Follow style guides PEP 8 and PEP 20. We strongly recommend you to read these style guides (if not already done), because these are the official Python style guides which give you advice how to create beautiful, readable and clean (in short “pythonic”) code. For reference reasons, we summarize the most important points for this project and points that are often overlooked here:

  • Use four spaces per indentation level. Do not use tabs!

  • Imports are put at the top of the file, just after any module comments and docstrings. Imports should be grouped in the following order:

    1. Standard library imports.

    2. Related third party imports.

    3. Local application/library specific imports.

  • Naming conventions (A comprehensive summary of the following naming conventions can be found here):

    • Use meaningful, descriptive, but not too long names.

    • Too specific names might mean too specific code.

    • Spend time thinking about readability.

    • Package names (i.e. ultimately directory names): lowercase (avoid underscores)

    • Module names (i.e. ultimately filenames): lower_case_with_underscores

    • Class names: CapitalizedWords

    • Function names: lower_case_with_underscores

    • Variable names: lower_case_with_underscores

    • Constant variable names: UPPER_CASE_WITH_UNDERSCORES

    • Underscores:

      • _: For throwaway varibales, i.e. for variables that will never be used. For instance if a function returns two values, but only one is of interest.

      • single_trailing_underscore_: Used by convention to avoid conflicts with Python keywords, e.g. list_ = [0, 1] instead of list = [0, 1]

      • _single_leading_underscore: Weak “internal use” indicator, comparable to the “private” concept in other programming languages, though there is not really such a concept in Python.

      • __double_leading_underscore: For name mangling.

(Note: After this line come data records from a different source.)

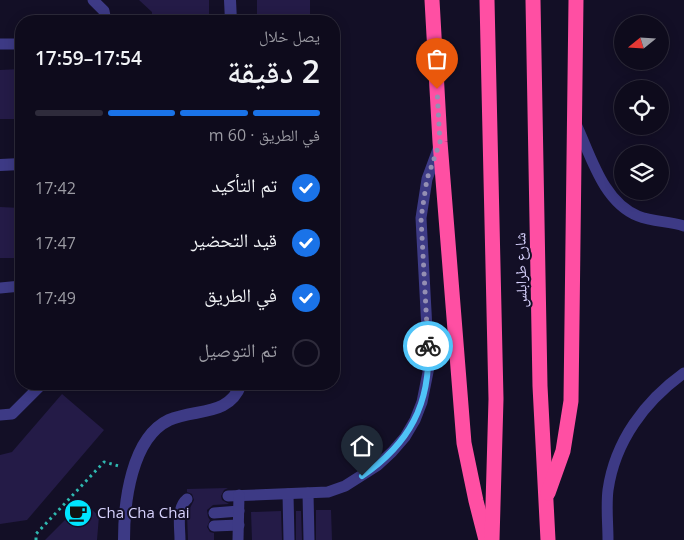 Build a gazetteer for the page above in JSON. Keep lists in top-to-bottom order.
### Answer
{
  "streets": {
    "highway": ["شارع طرابلس"]
  },
  "places": {
    "cafe": ["Cha Cha Chai"]
  },
  "north": "left",
  "page": {
    "heading": ["2 دقيقة", "يصل خلال", "17:54–17:59"],
    "bar": "في الطريق · 60 m",
    "list": [
      ["تم التأكيد", "17:42"],
      ["قيد التحضير", "17:47"],
      ["في الطريق", "17:49"],
      "تم التوصيل"
    ]
  }
} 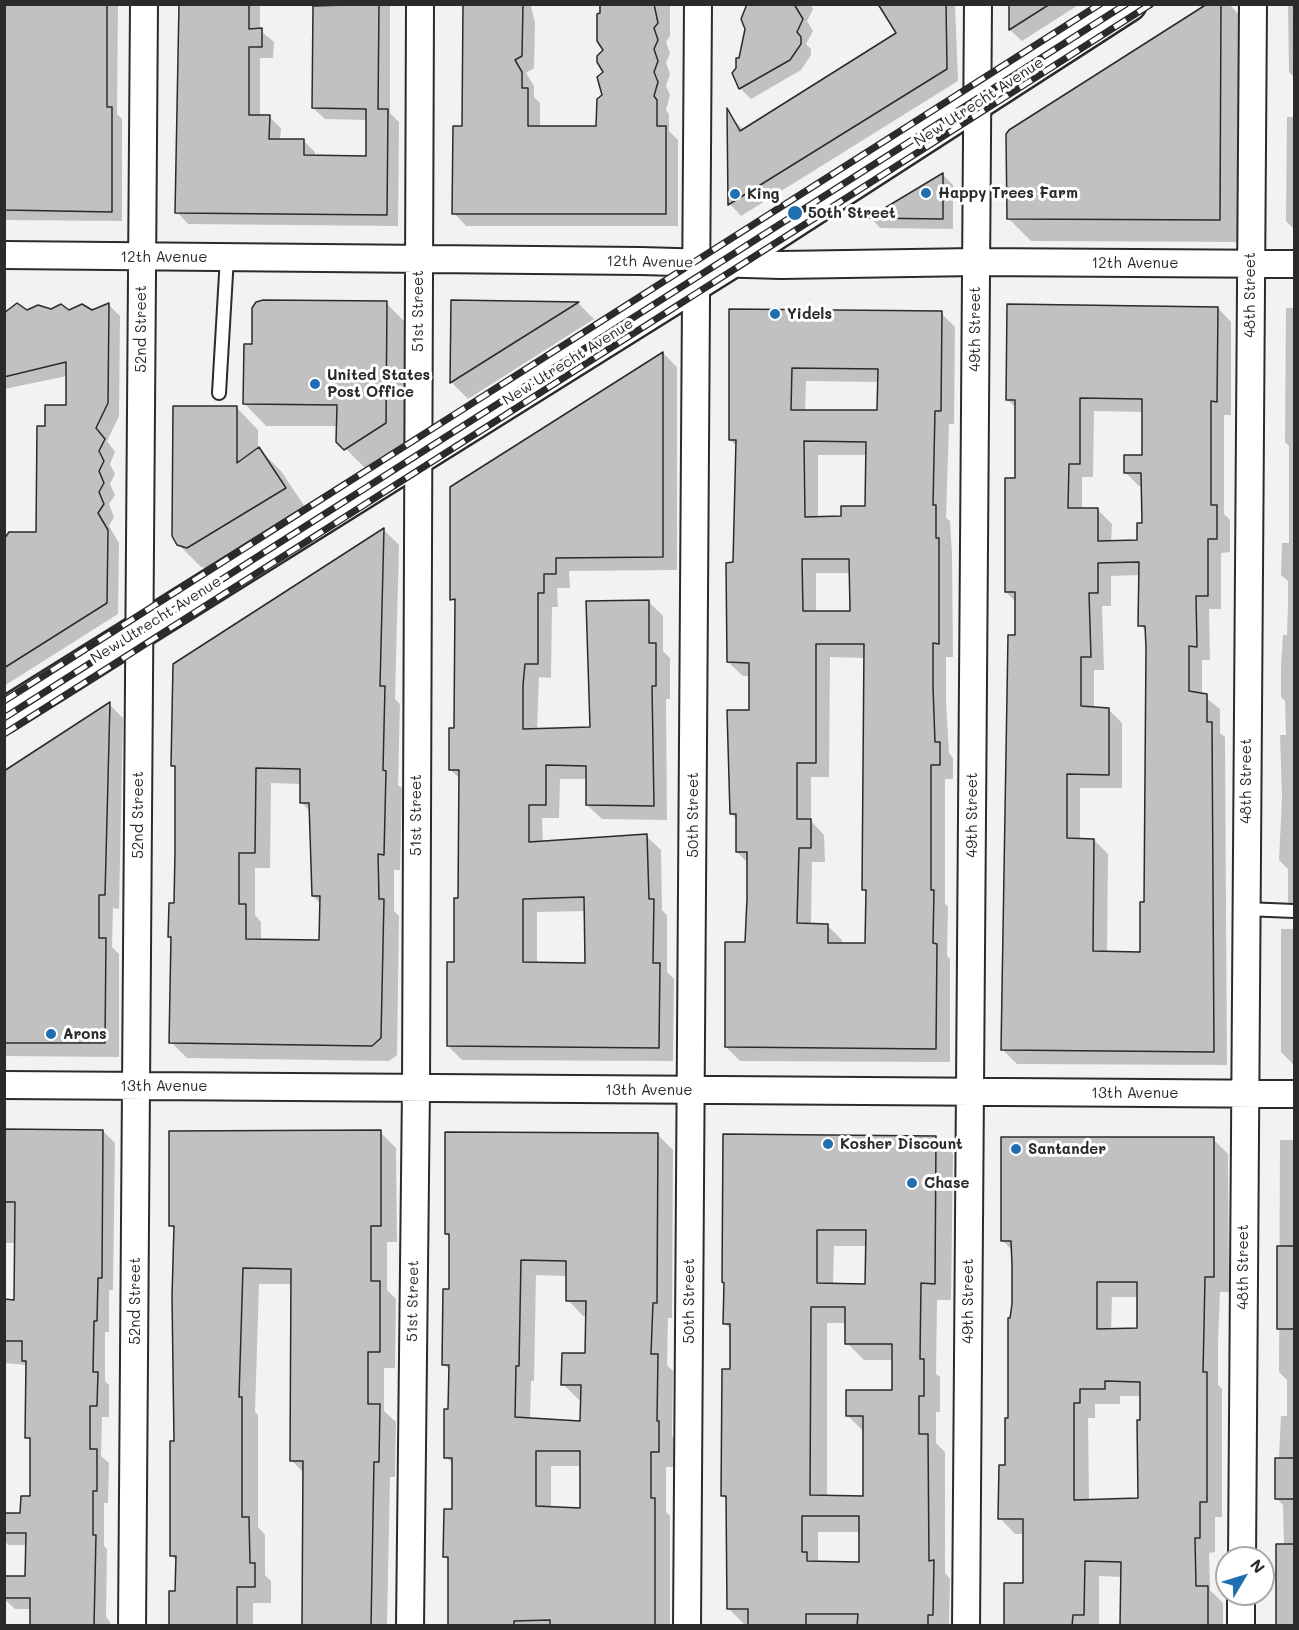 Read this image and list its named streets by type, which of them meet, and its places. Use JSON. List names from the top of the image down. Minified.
{"streets":{"street":["New Utrecht Avenue","12th Avenue","48th Street","51st Street","52nd Street","49th Street","50th Street","13th Avenue"]},"crossings":[["New Utrecht Avenue","12th Avenue"],["New Utrecht Avenue","51st Street"],["New Utrecht Avenue","52nd Street"],["New Utrecht Avenue","49th Street"],["New Utrecht Avenue","50th Street"],["12th Avenue","48th Street"],["12th Avenue","51st Street"],["12th Avenue","52nd Street"],["12th Avenue","49th Street"],["12th Avenue","50th Street"],["48th Street","13th Avenue"],["51st Street","13th Avenue"],["52nd Street","13th Avenue"],["49th Street","13th Avenue"],["50th Street","13th Avenue"]],"places":["Happy Trees Farm","King","50th Street","Yidels","United States Post Office","Arons","Kosher Discount","Santander","Chase"],"north":"top right"}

      • __double_leading_and_trailing_underscore__: “dunders” (double underscores). “Magic” objects or attributes that live in user-controlled namespaces, like __init__. Never invent such names, only use them as documented.

    • Standard names for

      • MDAnalysis Universes: u

      • (MDAnalysis) trajectories: trj

      • Trajectory files: trjfile

      • (MDAnalysis) topologies: top

      • Topology files: topfile

      • MDAnalysis timesteps: ts

      • Time step between two trajectory frames: dt or time_step

      • Simulation boxes: box

      • MDAnalysis SegmentGroups: sg

      • MDAnalysis ResidueGroups: rg

      • MDAnalysis AtomGroups: ag

      • reference AtomGroups: ref

      • selection AtomGroups: sel

      • selection strings: sel or sel_str

      • NumPy index arrays: ix

      • NumPy boolean arrays to use as mask for other arrays: mask

      • temporary varibles: tmp or varname_tmp

      • particle positions (coordinates): pos. Do not use coord to avoid confusion with variables related to coordination. The other way round, try to use lig or ligands (if it does not disturb readability) instead of coord for varibales related to coordinations.

Project specific deviations from and additions to PEP 8:

  • When writing a new script, make use of the script_template in the scripts/ directory. You can also use it as an example to illustrate the following points.

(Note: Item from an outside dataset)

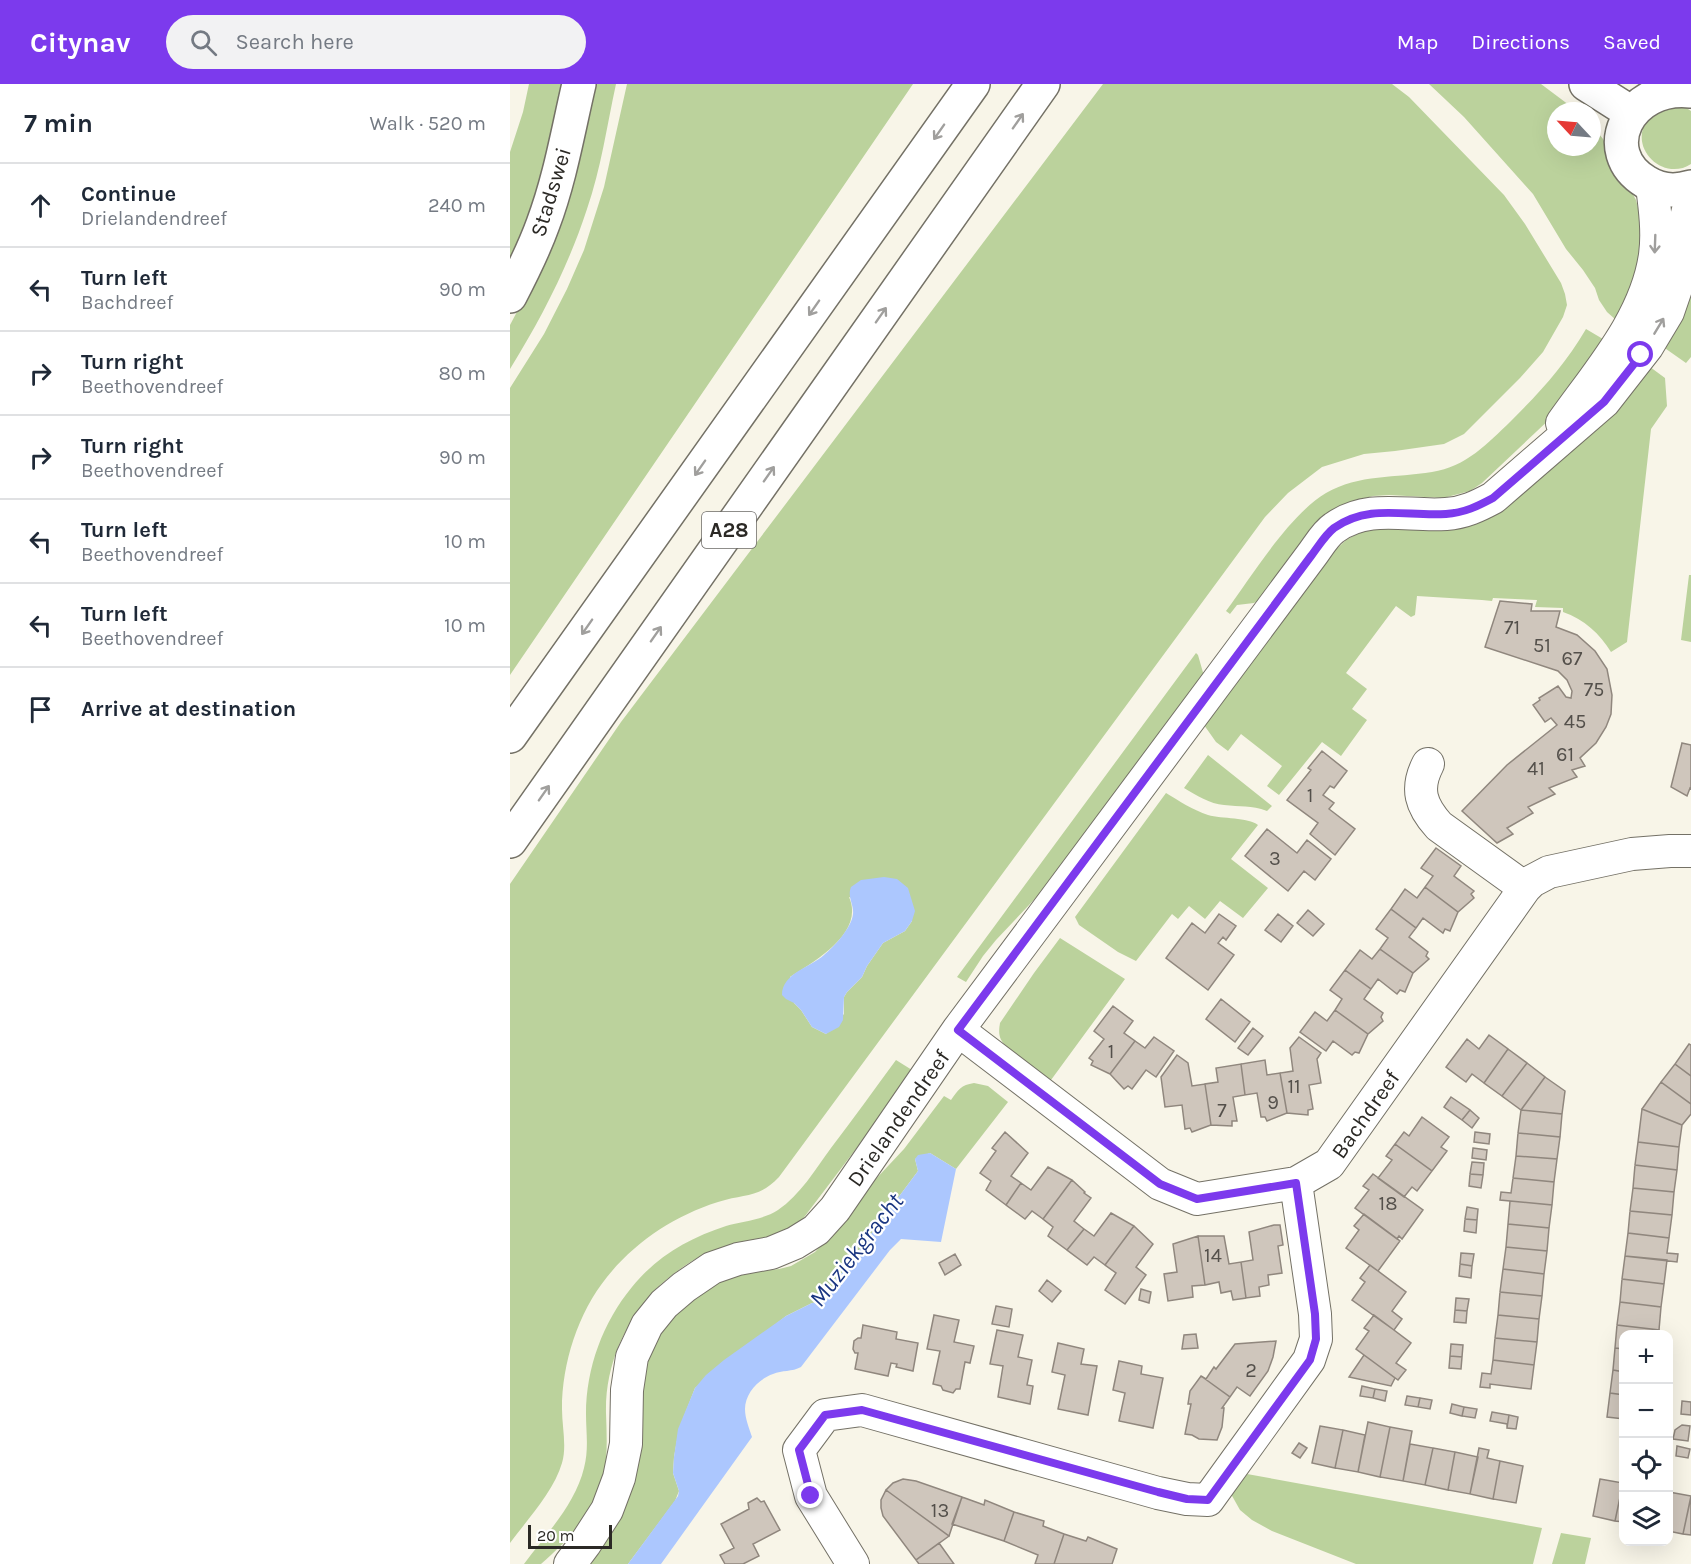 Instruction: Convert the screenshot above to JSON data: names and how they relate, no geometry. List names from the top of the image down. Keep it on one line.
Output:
{"streets":{"main road":["Stadswei","A28"],"street":["Bachdreef","Drielandendreef"]},"crossings":[["Bachdreef","Drielandendreef"]],"water":["Muziekgracht"],"house_numbers":["71","51","67","75","45","61","41","1","3","1","11","9","7","18","14","2","13"],"scale_bar":"20 m","north":"top left","page":{"header":"Citynav","search":"Search here","nav":["Map","Directions","Saved"],"heading":["7 min","Walk · 520 m"],"list":[["Continue","Drielandendreef","240 m"],["Turn left","Bachdreef","90 m"],["Turn right","Beethovendreef","80 m"],["Turn right","Beethovendreef","90 m"],["Turn left","Beethovendreef","10 m"],["Turn left","Beethovendreef","10 m"],"Arrive at destination"],"map_buttons":["+","−"],"scale":"20 m"}}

  • Limit all lines (not only docstrings and comments) to a maximum of 72 characters. PEP 8 says that docstrings and comments must always be limited to 72 characters. On the other hand, code should be limited to 79 characters. To keep things simple, we apply the same rule to comments/docstrings and code. By doing so, you can set up your editor to warn you if you exceed 72 characters. The limited line length of 72 characters can be exceeded if it improves readability.

  • Trailing spaces are only allowed in blank lines. In fact, in indented blocks we recommend “trailing” spaces in blank lines until the indentation level. But this might depend on the convenience of your text editor.

  • Use single quotes for keywords and double quotes for “real” strings. We consider a string as “real” string, when it is intended to be read and understood by humans (so particulary any strings printed to stdout or stderr). On the other hand, a string like ‘__main__’ in if __name__ == '__main__': is what we consider a “keyword” string, since it is only interpreted as a key phrase by the computer. So, use single quotes here.

  • If you import objects from other scripts into your current script, only import from scripts in the same directory or subdirectories.

  • When writting a script, use argparse as command-line interface.

  • Try to avoid hardcoding anything too keep code as generic and flexible as possible.

  • When dealing with a lot of data like MD trajectories, performance (speed and memory usage) counts. Make a good compromise between performance and code readability. As a guide line, scripts should be able to run on an average desktop PC.